Stream data from Redpanda to Amazon S3 with Triggermesh

To give you a better idea of what we'll be building in this example, here's a diagram of how it all connects.

blog-triggermesh-img1

Diagram of how TriggerMesh and Redpanda work with Kubernetes

Now let's get into the code.
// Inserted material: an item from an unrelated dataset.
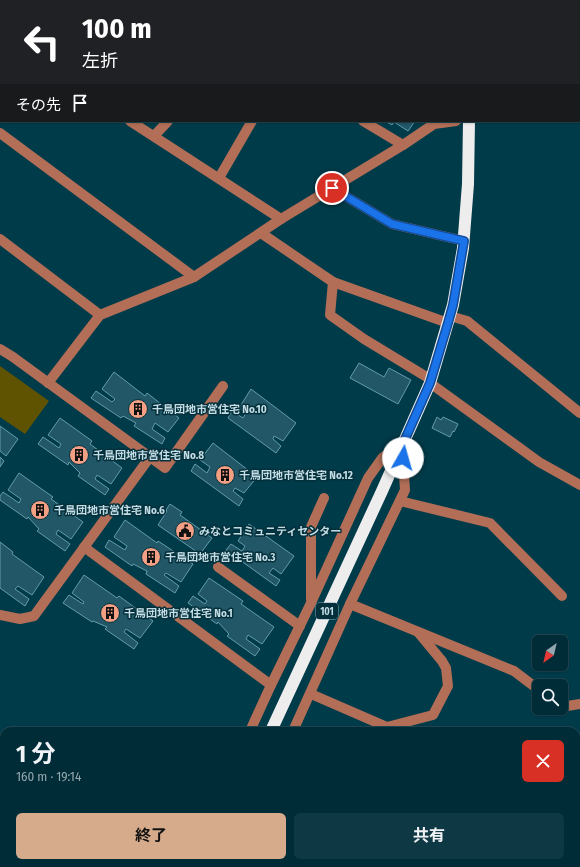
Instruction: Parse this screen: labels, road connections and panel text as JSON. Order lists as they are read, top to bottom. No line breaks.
{"streets":{"highway":["101"]},"places":{"building":["千鳥団地市営住宅 No.10","千鳥団地市営住宅 No.8","千鳥団地市営住宅 No.12","千鳥団地市営住宅 No.6","千鳥団地市営住宅 No.3","千鳥団地市営住宅 No.1"],"public building":["みなとコミュニティセンター"]},"north":"bottom left","page":{"turn":["100 m","左折"],"then":"その先","heading":["1 分","160 m · 19:14"],"buttons":["終了","共有"]}}
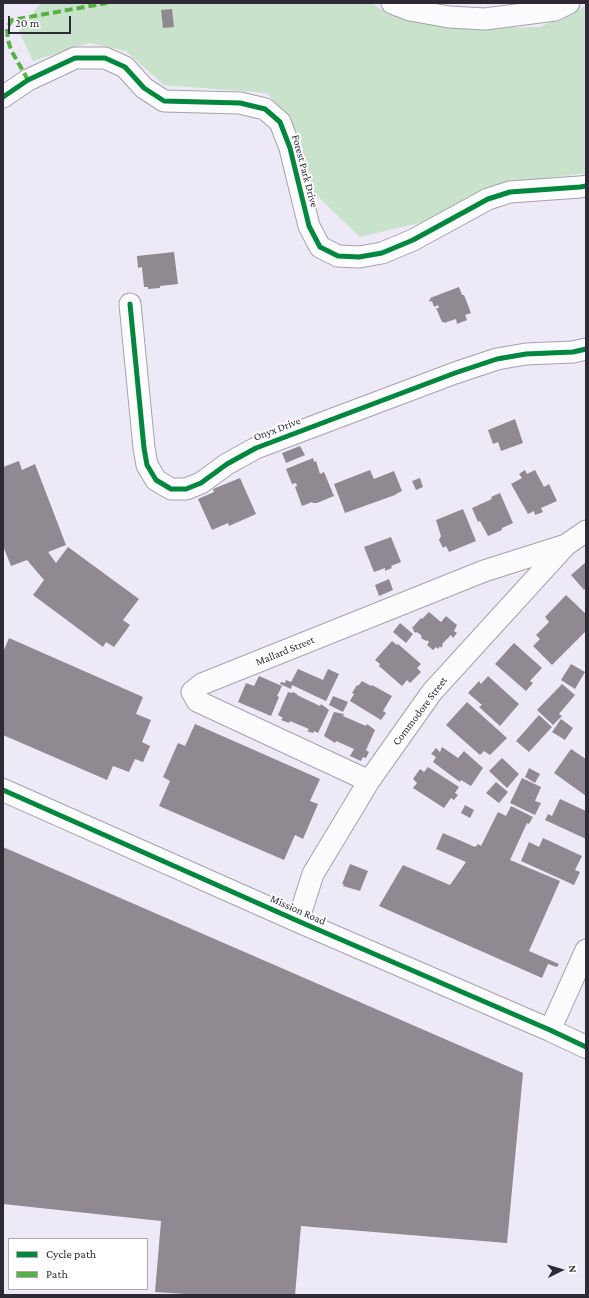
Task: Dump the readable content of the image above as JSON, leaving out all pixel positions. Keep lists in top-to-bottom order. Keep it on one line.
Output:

It's just seven steps, and you can find all the source code in this Redpanda GitHub repo.

1. Set up a local kind K8s cluster

You can use any K8s distribution, but in this example we'll run kind locally.
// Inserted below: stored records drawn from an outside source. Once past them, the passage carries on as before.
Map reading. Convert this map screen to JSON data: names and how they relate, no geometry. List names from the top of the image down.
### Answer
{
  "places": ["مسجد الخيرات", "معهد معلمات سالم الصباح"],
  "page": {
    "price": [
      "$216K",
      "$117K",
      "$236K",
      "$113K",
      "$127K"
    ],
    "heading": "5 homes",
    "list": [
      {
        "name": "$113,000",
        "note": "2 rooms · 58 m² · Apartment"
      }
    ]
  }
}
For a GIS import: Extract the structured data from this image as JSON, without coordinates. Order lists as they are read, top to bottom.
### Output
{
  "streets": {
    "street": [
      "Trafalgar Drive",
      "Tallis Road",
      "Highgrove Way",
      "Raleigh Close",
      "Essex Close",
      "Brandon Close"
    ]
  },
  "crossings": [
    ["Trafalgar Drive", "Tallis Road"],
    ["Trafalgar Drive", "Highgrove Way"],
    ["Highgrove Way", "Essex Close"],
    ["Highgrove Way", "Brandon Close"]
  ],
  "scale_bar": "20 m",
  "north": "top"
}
Define the kind-config.yaml file as follows:

apiVersion: kind.x-k8s.io/v1alpha4
kind: Cluster
nodes:
  - role: control-plane
  - role: worker
  - role: worker
  - role: worker

Then create a multi-node Kubernetes kind cluster:

kind create cluster --config kind-config.yaml
kubectl get nodes
#output
NAME                 STATUS   ROLES           AGE   VERSION
kind-control-plane   Ready    control-plane   36s   v1.25.3
kind-worker          Ready    <none>          16s   v1.25.3
kind-worker2         Ready    <none>          16s   v1.25.3
kind-worker3         Ready    <none>          16s   v1.25.3

2. Set up Redpanda on Kubernetes

It’s easy to spin up a multi-node Redpanda cluster by using the provided Helm charts:

helm repo add redpanda https://charts.redpanda.com/
helm repo update
helm install redpanda redpanda/redpanda \
    --namespace redpanda \
    --create-namespace

It will take a few seconds for the cluster to be created. you can use the following command to track the progress:

kubectl -n redpanda rollout status statefulset redpanda --watch

#output
Waiting for 3 pods to be ready...
Waiting for 2 pods to be ready...
Waiting for 1 pods to be ready...
statefulset rolling update complete 3 pods at revision redpanda-76d98b7647...
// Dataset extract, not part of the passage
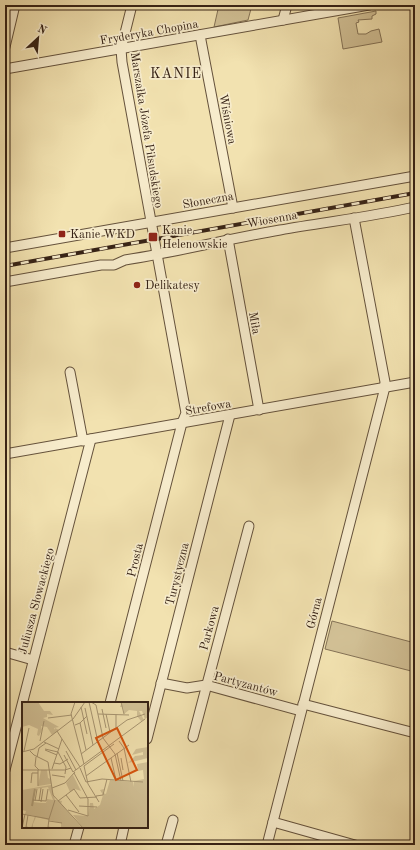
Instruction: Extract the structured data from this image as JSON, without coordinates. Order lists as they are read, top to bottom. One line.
{"streets":{"street":["Fryderyka Chopina","Wiśniowa","Marszałka Józefa Piłsudskiego","Słoneczna","Wiosenna","Miła","Strefowa","Prosta","Turystyczna","Juliusza Słowackiego","Górna","Parkowa","Partyzantów"]},"crossings":[["Fryderyka Chopina","Wiśniowa"],["Fryderyka Chopina","Marszałka Józefa Piłsudskiego"],["Wiśniowa","Słoneczna"],["Marszałka Józefa Piłsudskiego","Słoneczna"],["Marszałka Józefa Piłsudskiego","Wiosenna"],["Marszałka Józefa Piłsudskiego","Strefowa"],["Marszałka Józefa Piłsudskiego","Prosta"],["Wiosenna","Miła"],["Miła","Strefowa"],["Strefowa","Prosta"],["Strefowa","Turystyczna"],["Strefowa","Juliusza Słowackiego"],["Strefowa","Górna"],["Turystyczna","Partyzantów"],["Górna","Partyzantów"],["Parkowa","Partyzantów"]],"districts":["KANIE"],"places":{"transit":["Kanie WKD","Kanie Helenowskie"],"other":["Delikatesy"]},"north":"top right"}
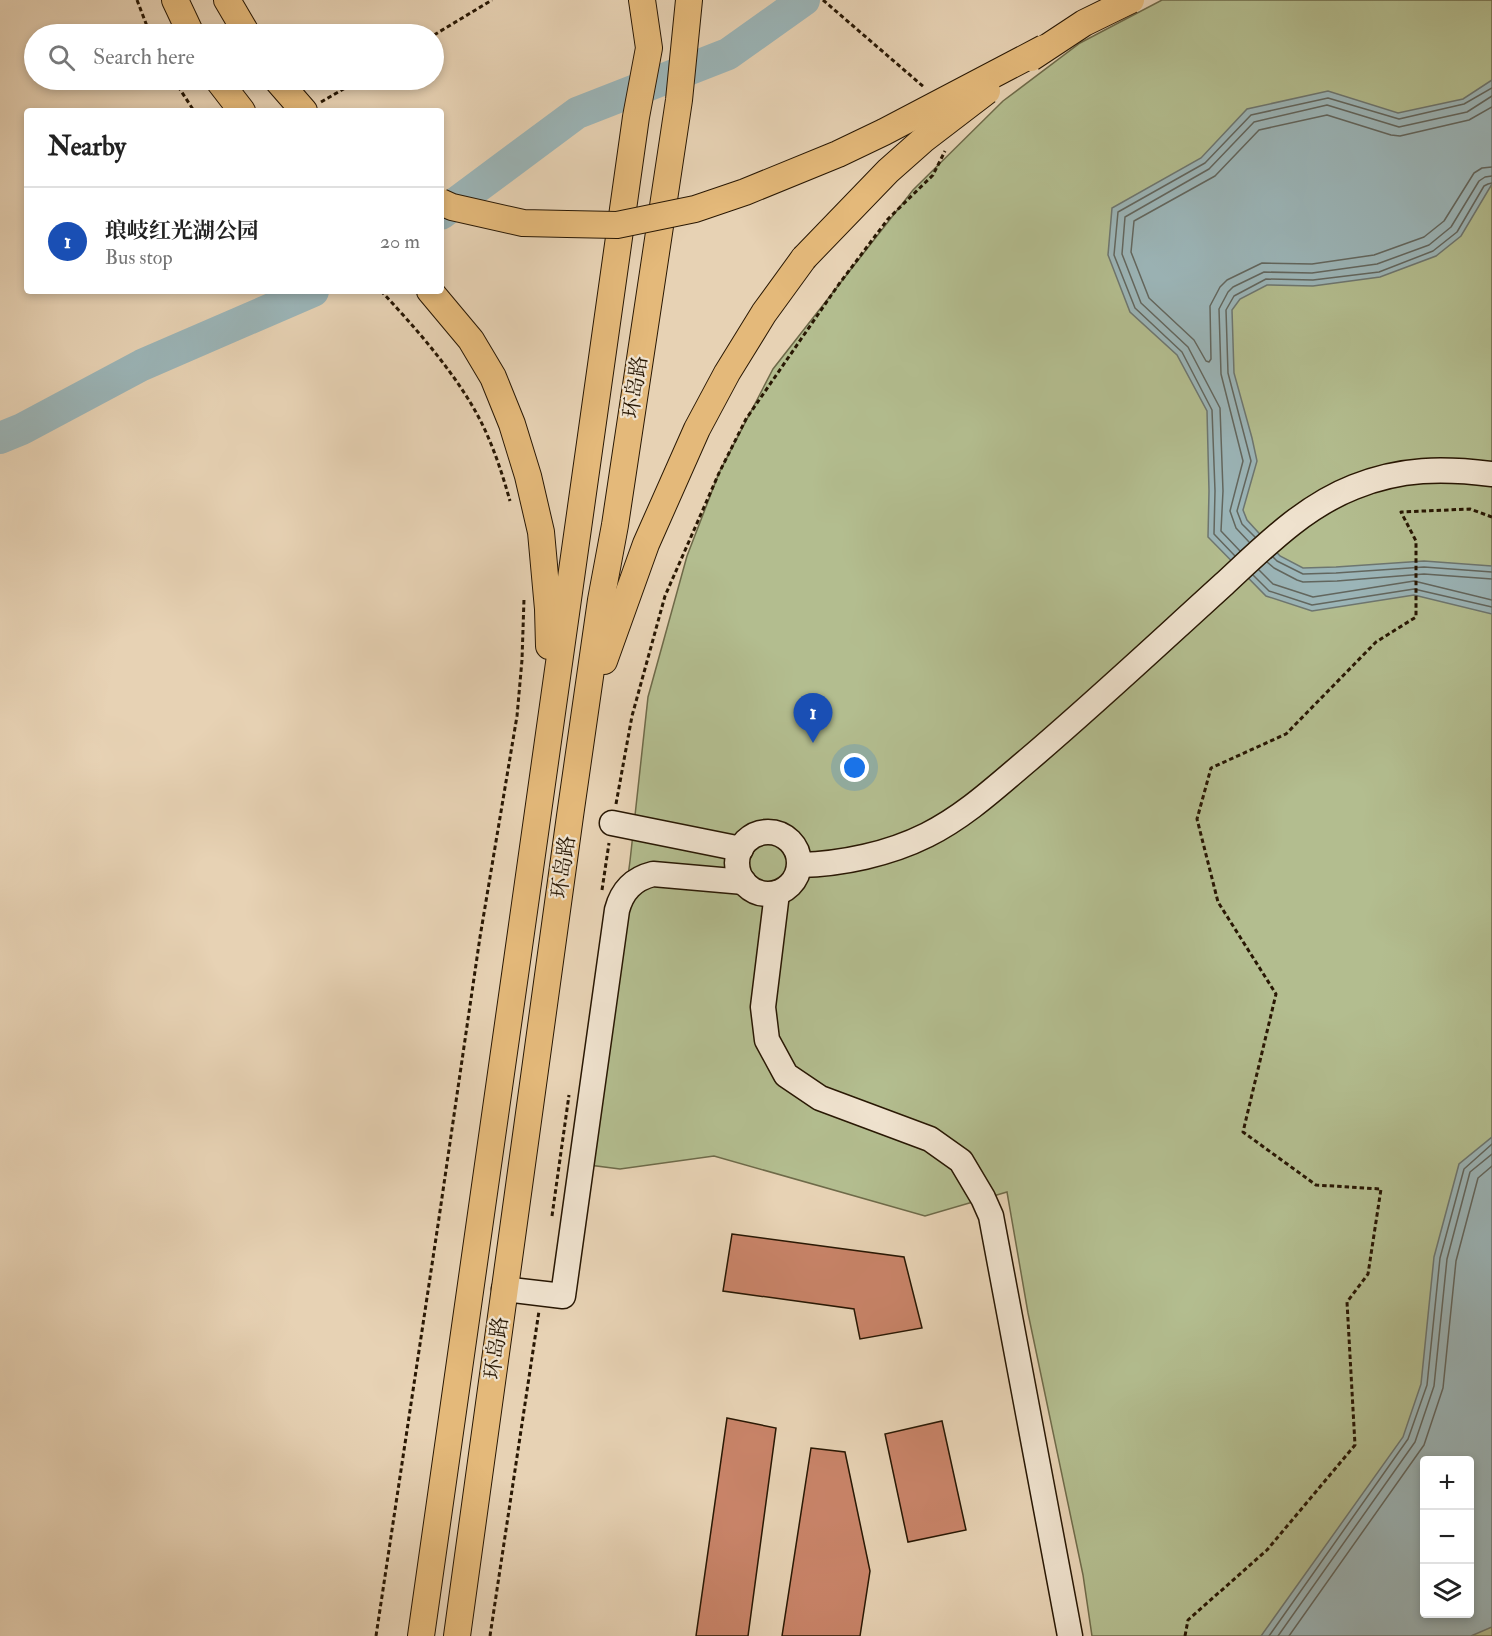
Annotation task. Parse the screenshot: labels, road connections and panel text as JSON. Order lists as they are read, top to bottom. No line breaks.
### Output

You should see some sample commands in the output, such as checking the API status:

kubectl -n redpanda exec -ti redpanda-0 -c redpanda -- rpk cluster info --brokers \
redpanda-0.redpanda.redpanda.svc.cluster.local.:9093,\
redpanda-1.redpanda.redpanda.svc.cluster.local.:9093,\
redpanda-2.redpanda.redpanda.svc.cluster.local.:9093

Lets create a topic that we'll read from later on with a TriggerMesh source connector:

kubectl -n redpanda exec -ti redpanda-0 -c redpanda -- rpk topic create test-topic --brokers \
redpanda-0.redpanda.redpanda.svc.cluster.local.:9093,\
redpanda-1.redpanda.redpanda.svc.cluster.local.:9093,\
redpanda-2.redpanda.redpanda.svc.cluster.local.:9093  

3. Prerequisites: install Knative Serving

TriggerMesh relies on Knative Serving to run some of its components as Knative Services. In this example, that'll be the Amazon S3 target, which will scale automatically, including to 0 when not being used.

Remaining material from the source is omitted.